Imagine that you had each piece of DNA represent two "strategies" for a game. We have some method of encoding that strategy as a string of numbers 1-6:

Strategy 1:
2226626265146121152464546431123316346556662621534243246622241433666225431315254421251666521416222653

Strategy 2:
3112143224626663652355143323543331311511115344431641153654136665463312443223355454654135666631266152

Now imagine if you could somehow "mesh" those two strategies together to make a child. How would you do that? Well, you could split the sequences somehow, and recombine it:

New strategy:
2226626565146121152464546431123316346556662621534243246622241684633124432233554446541356666312661212

Notice that the first part of this strategy is somewhat like that of the first strategy, and the last bit looks somewhat like the last part of the second strategy. Also note that there are a few random tweaks in addition to that. Now, we can test this strategy and see if it is successful. If so, great! We came up with a new, working strategy!

Now imagine that we started with 1000 strategies. We could filter out the bad strategies, and pair up the good strategies randomly, and combine the strategies to produce new strategies, and then we could take those strategies, and repeat.

We continue to do this as many times as we want, then we can select the best strategy out of the remaining strategies, and that will be the final result! The computer can execute that strategy, and it may even outwit a human being!

Now, of course gameplay AI isn't the only thing a genetic algorithm can help make. It can even generate random music/art just by listening/looking at multiple pieces of art/music, and somehow combining them!

GA's are very fascinating and worth learning, and so I hope enjoyed this topic!

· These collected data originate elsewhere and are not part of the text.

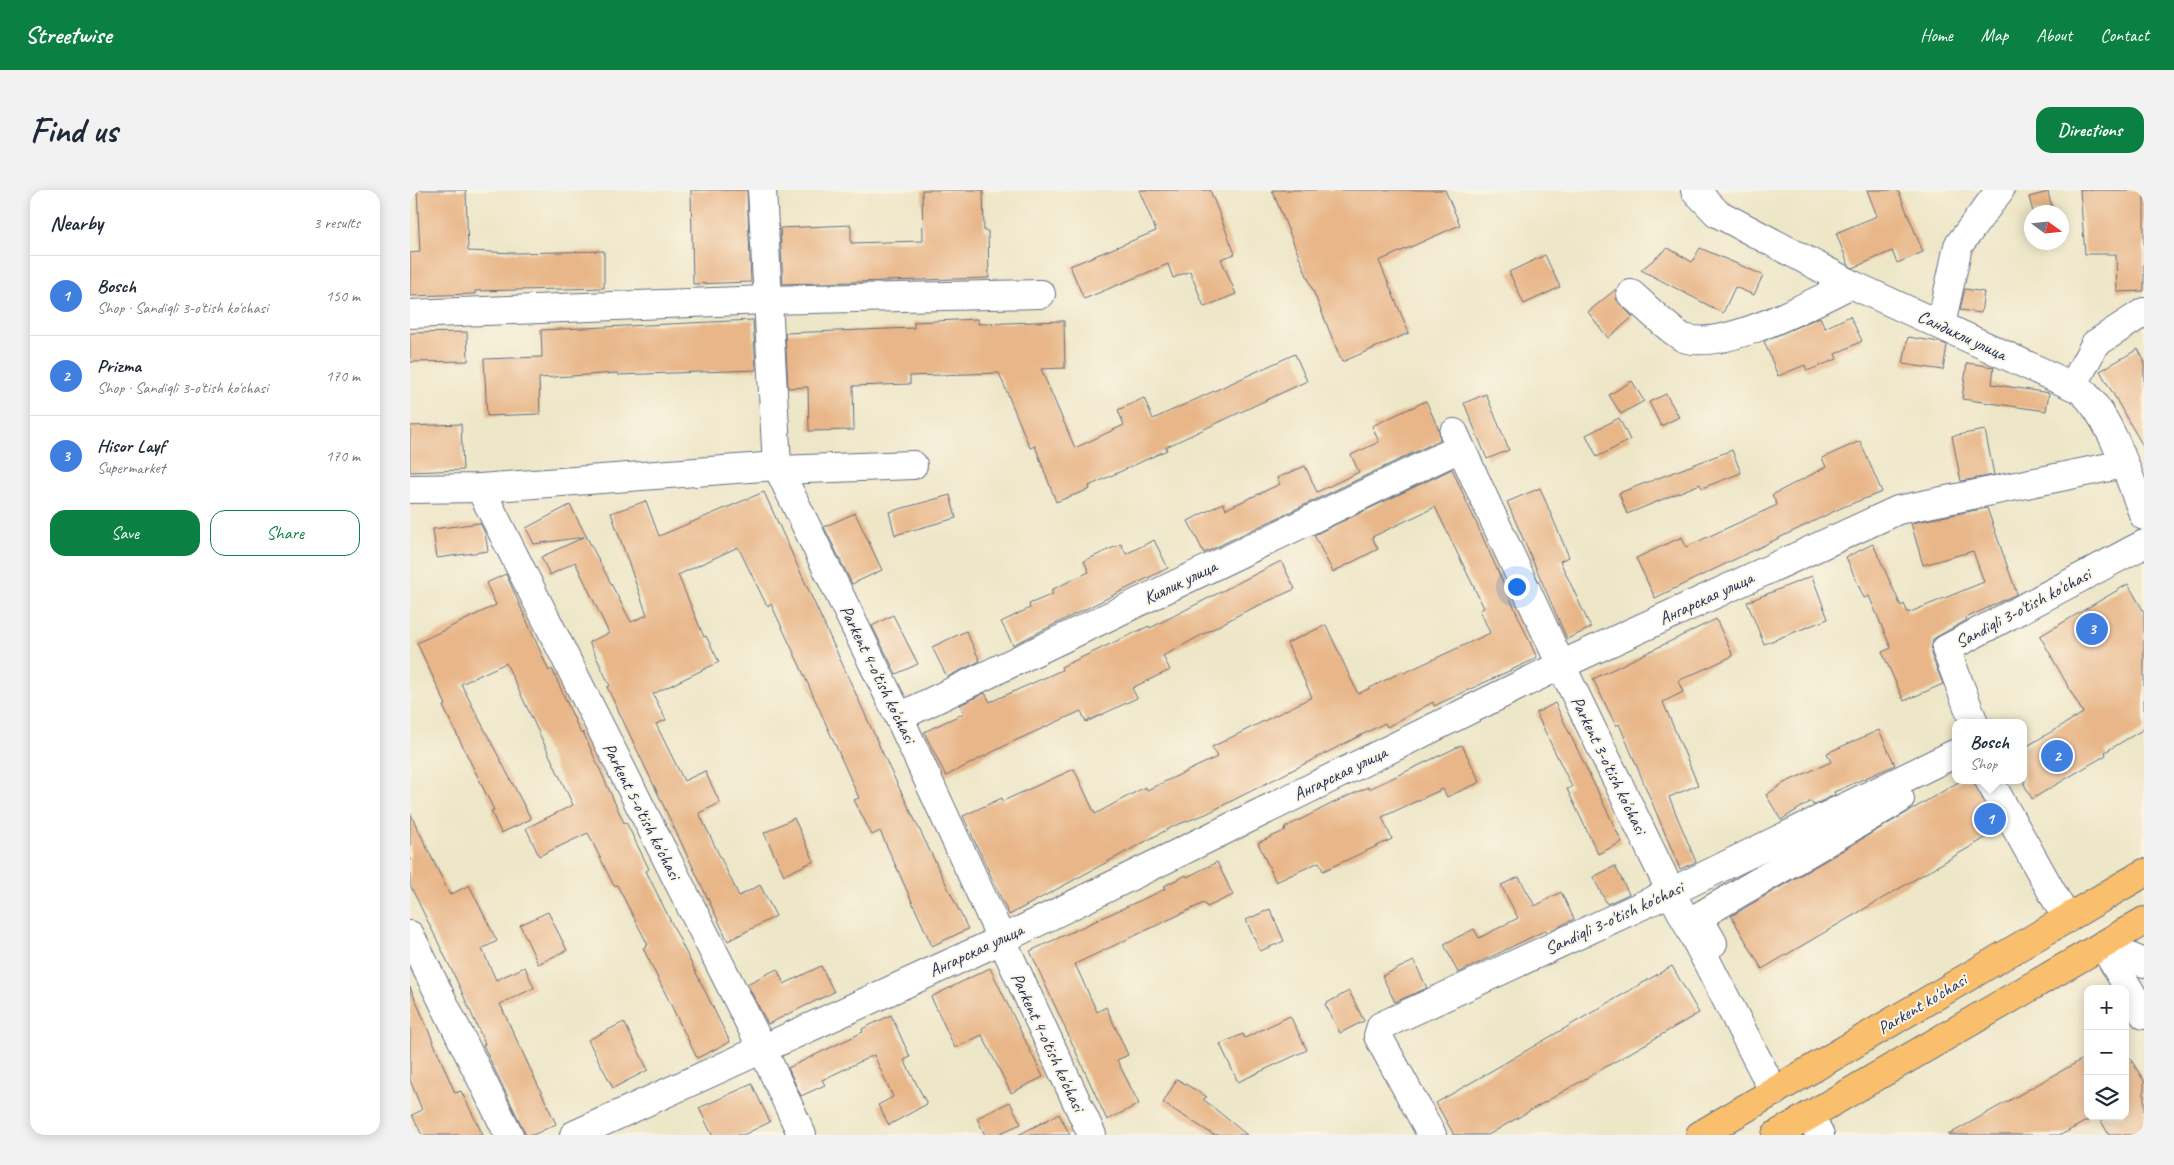 <!DOCTYPE html>
<meta charset="utf-8">
<style>
:root{--surface:#fff;--page:#f2f2f3;--text:#1f2937;--muted:#747a83;--line:#e0e1e3;--accent:#0b8043}
body{margin:0;font-family:Caveat,sans-serif;background:var(--page);color:var(--text)}
.controls{position:absolute;right:15px;bottom:15px;display:grid;overflow:hidden;border-radius:10px;box-shadow:0 2px 12px #0003}
.controls button{width:45px;height:45px;display:grid;place-items:center;padding:0;border:0;border-bottom:1px solid var(--line);background:var(--surface);color:var(--text);font:25px sans-serif}
.compass{position:absolute;left:1614px;top:15px;width:45px;height:45px;border-radius:50%;background:var(--surface);box-shadow:0 2px 12px #0003;rotate:105deg}
.you{position:absolute;left:1106px;top:396px;width:18px;height:18px;margin:-12px;border:4px solid #fff;border-radius:50%;background:#1a73e8;box-shadow:0 0 0 8px #1a73e833}
.badge{display:grid;place-items:center;width:32px;height:32px;border-radius:50%;background:var(--accent);color:#fff;font-size:16px;font-weight:700}
.pin{position:absolute;translate:-50% -50%;border:2px solid #fff;box-shadow:0 1px 5px #0006}
.popup{position:absolute;left:1542px;top:529px;width:75px;height:65px;box-sizing:border-box;display:grid;place-content:center;border-radius:10px;background:var(--surface);filter:drop-shadow(0 1px 4px #0005);font-size:16px;white-space:nowrap;color:var(--muted)}
.popup b{font-size:19px;color:var(--text)}
.popup::after{content:'';position:absolute;left:50%;top:100%;margin-left:-10px;border:10px solid transparent;border-top-color:var(--surface)}
.list{margin:0;padding:0;list-style:none}
h2{display:flex;justify-content:space-between;align-items:center;height:65px;margin:0;padding:0 20px;font-size:21px}
h2 small{font-size:16px;font-weight:400;color:var(--muted)}
.list li{display:grid;grid-template-columns:32px 1fr auto;gap:15px;align-items:center;box-sizing:border-box;height:80px;padding:0 20px;border-top:1px solid var(--line)}
.list b{display:block;font-size:19px;white-space:nowrap}
.list p{margin:0;font-size:16px;white-space:nowrap;color:var(--muted)}
.list em{font-size:16px;font-style:normal;color:var(--muted)}
.actions{display:flex;gap:10px;padding:15px 20px}
.actions a{flex:1;padding:11px 0;border:1px solid var(--accent);border-radius:15px;text-align:center;font-size:18px;color:var(--accent)}
.actions .main{background:var(--accent);color:#fff}
.icon{flex:none;width:28px;height:28px;fill:none;stroke:currentColor;stroke-width:2;stroke-linecap:round;stroke-linejoin:round}
.map{position:relative;flex:none;width:1734px;height:945px;overflow:hidden;border-radius:15px}
header{display:flex;align-items:center;gap:30px;box-sizing:border-box;height:70px;padding:0 25px;background:var(--accent);color:#fff}
header strong{font-size:24px}
nav{display:flex;gap:28px;margin-inline-start:auto;font-size:18px}
.intro{display:flex;align-items:center;justify-content:space-between;box-sizing:border-box;height:120px;padding:0 30px}
h1{margin:0;font-size:35px}
.button{padding:12px 22px;border-radius:15px;background:var(--accent);color:#fff;font-size:18px;font-weight:700}
main{display:flex;gap:30px;padding:0 30px}
aside{flex:1;background:var(--surface);border-radius:15px;box-shadow:0 2px 12px #0003}
.map>svg:first-child{display:block}
.building{fill:#e8b688}
.lines{fill:none;stroke-linecap:round;stroke-linejoin:round}
.minor-casing{stroke:#646f83;stroke-width:30}
.major-casing{stroke:#646f83;stroke-width:30}
.minor{stroke:#fff;stroke-width:28}
.major{stroke:#f9bf6d;stroke-width:28}
.labels{text-anchor:middle;stroke-width:4;stroke-linejoin:round;paint-order:stroke}
.street-label{font-size:18px;fill:#1b2f5e;stroke:#fcf5e5}
</style>
<header>
<strong>Streetwise</strong>
<nav><a>Home</a><a>Map</a><a>About</a><a>Contact</a></nav>
</header>
<div class="intro"><h1>Find us</h1><a class="button">Directions</a></div>
<main>
<aside>
<h2>Nearby<small>3 results</small></h2>
<ul class="list">
<li><span class="badge" style="background:#3f7fe0">1</span><div><b>Bosch</b><p>Shop · Sandiqli 3-o'tish ko'chasi</p></div><em>150 m</em></li>
<li><span class="badge" style="background:#3f7fe0">2</span><div><b>Prizma</b><p>Shop · Sandiqli 3-o'tish ko'chasi</p></div><em>170 m</em></li>
<li><span class="badge" style="background:#3f7fe0">3</span><div><b>Hisor Layf</b><p>Supermarket</p></div><em>170 m</em></li>
</ul>
<div class="actions"><a class="main">Save</a><a>Share</a></div>
</aside>
<div class="map">
<svg width="1734" height="945" viewBox="0 0 1734 945">
<rect width="100%" height="100%" fill="#fcf5e5"/>
<filter id="ink" filterUnits="userSpaceOnUse"><feTurbulence type="fractalNoise" baseFrequency=".02" numOctaves="2"/><feDisplacementMap in="SourceGraphic" scale="10" xChannelSelector="R" yChannelSelector="G"/><feConvolveMatrix kernelMatrix="1 2 1 2 8 2 1 2 1" color-interpolation-filters="sRGB"/></filter>
<filter id="wash" filterUnits="userSpaceOnUse"><feTurbulence type="fractalNoise" baseFrequency=".0096" numOctaves="4" result="noise"/><feDisplacementMap in="SourceGraphic" scale="20" xChannelSelector="R" yChannelSelector="G"/><feGaussianBlur stdDeviation="1.12" result="paint"/><feColorMatrix in="noise" values="0 0 0 0 0 0 0 0 0 0 0 0 0 0 0 0 0 1.4 0 .05"/><feComposite in="paint" operator="in"/></filter>
<g filter="url(#wash)">
<rect width="100%" height="100%" fill="#ede6c7"/>
<g id="blocks">
<g class="building">
<path d="M 7,0 L 56,0 L 58,61 L 105,63 L 194,61 L 194,98 L 65,101 L 65,104 L 0,106 L 0,63 L 10,62 Z"/>
<path d="M 281,0 L 337,0 L 341,92 L 283,94 Z"/>
<path d="M 512,0 L 573,0 L 574,41 L 578,41 L 579,88 L 373,94 L 370,38 L 441,35 L 441,53 L 513,51 Z"/>
<path d="M 729,0 L 800,0 L 825,64 L 811,69 L 826,104 L 794,117 L 780,81 L 763,88 L 758,74 L 674,109 L 660,76 L 746,41 Z"/>
<path d="M 862,0 L 1035,0 L 1050,35 L 969,71 L 999,143 L 932,172 Z"/>
<path d="M 1457,0 L 1488,0 L 1513,62 L 1487,73 L 1482,61 L 1443,78 L 1439,76 L 1426,43 L 1467,26 Z"/>
<path d="M 1670,0 L 1734,0 L 1734,101 L 1707,102 L 1706,64 L 1675,64 Z"/>
<path d="M 1638,2 L 1643,22 L 1623,22 L 1619,7 Z"/>
<path d="M 1258,58 L 1282,72 L 1290,58 L 1353,85 L 1344,105 L 1325,97 L 1313,123 L 1231,80 Z"/>
<path d="M 1135,65 L 1150,97 L 1114,114 L 1099,82 Z"/>
<path d="M 1206,99 L 1206,109 L 1223,127 L 1198,148 L 1178,122 Z"/>
<path d="M 1555,99 L 1574,102 L 1571,123 L 1550,120 Z"/>
<path d="M 1440,126 L 1452,151 L 1425,164 L 1427,169 L 1397,181 L 1395,175 L 1368,186 L 1354,151 L 1410,127 L 1415,138 Z"/>
<path d="M 568,129 L 568,134 L 654,131 L 655,178 L 631,179 L 665,258 L 714,235 L 708,220 L 734,208 L 743,229 L 885,164 L 897,191 L 756,257 L 757,260 L 679,296 L 680,299 L 646,312 L 625,256 L 620,258 L 589,183 L 500,186 L 500,194 L 443,196 L 444,240 L 399,241 L 398,197 L 378,198 L 375,143 L 504,138 L 504,132 Z"/>
<path d="M 343,130 L 346,180 L 208,185 L 208,183 L 129,188 L 130,224 L 77,226 L 74,169 L 132,167 L 131,140 Z"/>
<path d="M 57,142 L 58,171 L 0,172 L 0,143 Z"/>
<path d="M 1498,147 L 1529,152 L 1537,155 L 1533,180 L 1493,174 Z"/>
<path d="M 1728,159 L 1734,170 L 1734,258 L 1690,181 Z"/>
<path d="M 1557,173 L 1584,177 L 1582,194 L 1639,203 L 1636,221 L 1552,209 Z"/>
<path d="M 1222,191 L 1234,211 L 1211,224 L 1199,205 Z"/>
<path d="M 1076,204 L 1099,260 L 1077,269 L 1054,213 Z"/>
<path d="M 1256,204 L 1269,227 L 1251,236 L 1239,212 Z"/>
<path d="M 1016,211 L 1029,240 L 1030,250 L 794,363 L 778,331 L 813,313 L 816,319 L 870,294 L 867,288 L 895,276 L 907,302 L 949,282 L 941,265 L 969,252 L 962,236 Z"/>
<path d="M 1209,228 L 1220,250 L 1187,267 L 1176,245 Z"/>
<path d="M 51,234 L 53,280 L 0,282 L 0,236 Z"/>
<path d="M 1575,240 L 1584,285 L 1551,291 L 1542,246 Z"/>
<path d="M 1450,251 L 1472,302 L 1433,317 L 1245,408 L 1226,368 L 1272,347 L 1276,357 L 1367,315 L 1362,305 L 1416,277 L 1412,268 Z"/>
<path d="M 1322,260 L 1331,283 L 1292,298 L 1290,294 L 1217,324 L 1209,303 Z"/>
<path d="M 1042,279 L 1127,468 L 1024,516 L 1023,512 L 977,537 L 975,533 L 796,624 L 764,636 L 599,725 L 553,626 L 592,608 L 593,611 L 664,579 L 685,624 L 735,597 L 737,600 L 807,567 L 802,557 L 902,507 L 877,453 L 916,435 L 948,504 L 993,481 L 994,483 L 1080,443 L 1070,420 L 1074,418 L 1025,317 L 962,347 L 968,359 L 923,382 L 904,345 Z"/>
<path d="M 1130,298 L 1159,367 L 1150,371 L 1181,438 L 1157,449 L 1097,312 Z"/>
<path d="M 354,302 L 480,579 L 558,739 L 522,756 L 470,641 L 462,645 L 444,610 L 449,608 L 390,476 L 361,414 L 357,416 L 328,357 L 268,385 L 294,447 L 296,446 L 309,472 L 243,504 L 256,530 L 246,534 L 274,591 L 295,581 L 310,613 L 289,623 L 329,706 L 350,695 L 366,726 L 318,751 L 197,497 L 200,496 L 179,452 L 199,443 L 165,372 L 140,385 L 131,367 L 174,347 L 124,354 L 116,338 L 160,315 L 221,432 L 237,425 L 201,323 L 236,311 L 249,346 Z"/>
<path d="M 540,305 L 546,328 L 485,345 L 479,322 Z"/>
<path d="M 1577,318 L 1607,404 L 1556,428 L 1557,430 L 1523,449 L 1521,464 L 1533,494 L 1494,511 L 1472,462 L 1481,458 L 1459,406 L 1454,408 L 1436,367 L 1463,354 L 1491,416 L 1494,414 L 1498,423 L 1574,392 L 1563,361 L 1513,375 L 1501,333 Z"/>
<path d="M 445,323 L 472,380 L 442,394 L 414,337 Z"/>
<path d="M 70,333 L 75,343 L 78,361 L 27,368 L 23,339 Z"/>
<path d="M 744,350 L 758,378 L 603,455 L 591,432 L 620,418 L 619,414 L 643,404 L 641,400 L 679,382 L 674,371 L 711,354 L 716,364 Z"/>
<path d="M 871,371 L 885,399 L 834,422 L 753,466 L 760,480 L 722,498 L 727,508 L 676,532 L 671,521 L 600,553 L 536,586 L 514,542 L 554,523 L 550,515 L 575,503 L 580,512 L 652,480 L 651,477 L 739,436 L 740,438 Z"/>
<path d="M 96,384 L 139,481 L 142,479 L 171,544 L 173,542 L 214,633 L 216,632 L 239,679 L 236,681 L 320,852 L 287,868 L 233,758 L 238,755 L 207,695 L 204,696 L 178,643 L 129,666 L 116,638 L 163,615 L 96,473 L 51,494 L 121,629 L 91,643 L 81,621 L 84,620 L 33,516 L 36,515 L 7,453 L 86,415 L 76,393 Z"/>
<path d="M 1402,386 L 1418,429 L 1354,454 L 1337,412 Z"/>
<path d="M 1718,394 L 1734,422 L 1734,539 L 1695,562 L 1696,565 L 1622,609 L 1614,594 L 1614,558 L 1673,523 L 1630,446 Z"/>
<path d="M 483,425 L 508,474 L 486,484 L 462,436 Z"/>
<path d="M 1306,429 L 1323,466 L 1268,491 L 1273,502 L 1253,512 L 1288,595 L 1259,607 L 1286,672 L 1270,679 L 1209,534 L 1206,536 L 1183,489 Z"/>
<path d="M 556,441 L 570,471 L 537,487 L 522,457 Z"/>
<path d="M 1145,513 L 1212,652 L 1188,664 L 1157,599 L 1162,597 L 1126,523 Z"/>
<path d="M 1469,540 L 1485,575 L 1424,602 L 1425,605 L 1403,615 L 1401,611 L 1371,630 L 1356,605 L 1374,593 L 1421,572 L 1417,563 Z"/>
<path d="M 1052,555 L 1070,592 L 1037,607 L 1033,599 L 972,627 L 982,649 L 913,681 L 909,672 L 866,692 L 848,653 L 876,640 L 874,638 L 923,613 L 958,597 L 959,599 Z"/>
<path d="M 1552,590 L 1563,590 L 1589,640 L 1352,779 L 1321,726 Z"/>
<path d="M 0,623 L 40,705 L 59,695 L 87,751 L 72,759 L 86,790 L 115,777 L 124,798 L 90,814 L 146,934 L 123,945 L 116,945 L 113,939 L 73,855 L 75,854 L 46,789 L 0,695 Z"/>
<path d="M 384,628 L 404,671 L 374,685 L 354,643 Z"/>
<path d="M 807,672 L 823,705 L 797,717 L 794,713 L 665,774 L 687,822 L 696,817 L 718,865 L 707,870 L 729,914 L 697,930 L 620,761 L 755,699 L 754,696 L 776,685 L 777,687 Z"/>
<path d="M 1205,676 L 1219,704 L 1197,714 L 1183,687 Z"/>
<path d="M 1109,687 L 1125,716 L 1151,702 L 1164,729 L 1138,742 L 1136,740 L 1048,783 L 1034,754 L 1064,739 L 1069,748 L 1108,728 L 1091,695 Z"/>
<path d="M 860,719 L 874,751 L 850,761 L 836,730 Z"/>
<path d="M 138,722 L 157,760 L 128,774 L 110,735 Z"/>
<path d="M 1004,771 L 1017,798 L 985,812 L 972,786 Z"/>
<path d="M 411,776 L 424,802 L 358,834 L 337,794 L 367,779 L 374,794 Z"/>
<path d="M 1262,776 L 1289,823 L 1078,945 L 1044,945 L 1026,913 Z"/>
<path d="M 580,778 L 633,887 L 601,903 L 572,845 L 545,858 L 521,807 Z"/>
<path d="M 0,797 L 45,903 L 51,901 L 73,945 L 12,945 L 2,925 L 12,920 L 0,890 Z"/>
<path d="M 939,801 L 954,831 L 930,843 L 915,814 Z"/>
<path d="M 481,825 L 500,867 L 494,870 L 517,914 L 479,935 L 468,915 L 483,907 L 464,865 L 412,890 L 415,895 L 391,906 L 378,878 L 453,842 L 452,839 Z"/>
<path d="M 880,826 L 897,860 L 828,892 L 810,854 L 833,844 L 835,848 Z"/>
<path d="M 214,832 L 238,880 L 203,898 L 178,850 Z"/>
<path d="M 1715,860 L 1734,891 L 1734,945 L 1699,945 L 1688,926 L 1715,926 Z"/>
<path d="M 1678,866 L 1678,930 L 1651,945 L 1538,945 Z"/>
<path d="M 767,889 L 797,907 L 793,909 L 837,945 L 804,945 L 753,913 Z"/>
<path d="M 342,894 L 360,932 L 333,945 L 302,945 L 289,918 Z"/>
<path d="M 600,912 L 611,934 L 586,945 L 575,945 L 567,928 Z"/>
<path d="M 649,924 L 660,945 L 608,945 Z"/>
</g>
</g>
</g>
<g filter="url(#ink)">
<use href="#blocks" fill-opacity="0" stroke="#646f83" stroke-width="1"/>
<g class="lines">
<g class="minor-casing">
<g id="minor">
<path d="M 352,0 L 367,276 L 489,527 L 682,945"/>
<path d="M 1285,0 L 1307,23 L 1441,94 L 1671,200 C 1703,230 1718,286 1734,326"/>
<path d="M 1221,104 C 1234,115 1261,142 1274,148 C 1313,162 1405,112 1441,94"/>
<path d="M 0,124 L 356,110 L 631,104"/>
<path d="M 1531,135 L 1548,56 L 1590,0"/>
<path d="M 1663,196 L 1685,154 L 1734,122"/>
<path d="M 1044,243 L 1151,475 L 1261,702 L 1364,902"/>
<path d="M 369,280 L 503,275"/>
<path d="M 70,298 L 352,858 L 392,945"/>
<path d="M 0,299 L 70,298 L 367,276"/>
<path d="M 489,527 L 1050,258"/>
<path d="M 1564,533 L 1536,459 L 1734,354"/>
<path d="M 1579,590 L 1657,729"/>
<path d="M 0,745 L 99,945"/>
<path d="M 1303,753 L 1288,727 L 1490,609"/>
<path d="M 1693,755 L 1734,825"/>
<path d="M 1693,755 L 1734,773"/>
<path d="M 1400,925 L 1410,945"/>
<path d="M 164,945 L 591,750 L 1151,475 L 1488,320 L 1714,274"/>
<path d="M 1022,945 L 968,846 L 971,836 L 1261,702 L 1546,563"/>
</g>
</g>
<g class="major-casing">
<g id="major">
<path d="M 1290,945 L 1734,683"/>
<path d="M 1366,945 L 1734,731"/>
</g>
</g>
<use href="#minor" class="minor"/>
<use href="#major" class="major"/>
</g>
</g>
<g class="labels">
<g class="street-label">
<text transform="translate(1552 145) rotate(25)" y="6">Сандикли улица</text>
<text transform="translate(770 392) rotate(-26)" y="6">Киялик улица</text>
<text transform="translate(1296 408) rotate(-25)" y="6">Ангарская улица</text>
<text transform="translate(1613 418) rotate(-28)" y="6">Sandiqli 3-o'tish ko'chasi</text>
<text transform="translate(468 484) rotate(64)" y="6">Parkent 4-o'tish ko'chasi</text>
<text transform="translate(1199 575) rotate(64)" y="6">Parkent 3-o'tish ko'chasi</text>
<text transform="translate(930 583) rotate(-26)" y="6">Ангарская улица</text>
<text transform="translate(232 621) rotate(63)" y="6">Parkent 5-o'tish ko'chasi</text>
<text transform="translate(1204 728) rotate(-25)" y="6">Sandiqli 3-o'tish ko'chasi</text>
<text transform="translate(566 760) rotate(-25)" y="6">Ангарская улица</text>
<text transform="translate(1512 814) rotate(-31)" y="6">Parkent ko'chasi</text>
<text transform="translate(638 852) rotate(65)" y="6">Parkent 4-o'tish ko'chasi</text>
</g>
</g>
</svg>
<div class="controls">
<button>+</button>
<button>−</button>
<button><svg class="icon" aria-label="layers" viewBox="0 0 24 24"><path d="M12 4l9 5-9 5-9-5zM3 14l9 5 9-5"/></svg></button>
</div>
<svg class="compass" viewBox="-18 -18 36 36"><path d="M0-13l5 13h-10z" fill="#e53935"/><path d="M0 13l5-13h-10z" fill="#747a83"/></svg>
<div class="you"></div>
<div class="pin badge" style="left:1580px;top:629px;background:#3f7fe0">1</div>
<div class="popup"><b>Bosch</b>Shop</div>
<div class="pin badge" style="left:1647px;top:566px;background:#3f7fe0">2</div>
<div class="pin badge" style="left:1682px;top:439px;background:#3f7fe0">3</div>
</div>
</main>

Please leave comments below.

Happy coding! ~Alex

Well one particular use for this @Balazs Pukli is that you can use a genetic algorithm to solve an optimization problem. As each successive generation may get closer to finding a solution that is most optimal for solving the problem provided.

Nice. Thank you for clarification. I'm researching optimization methods heavily, so this will certainly come up once again in my future.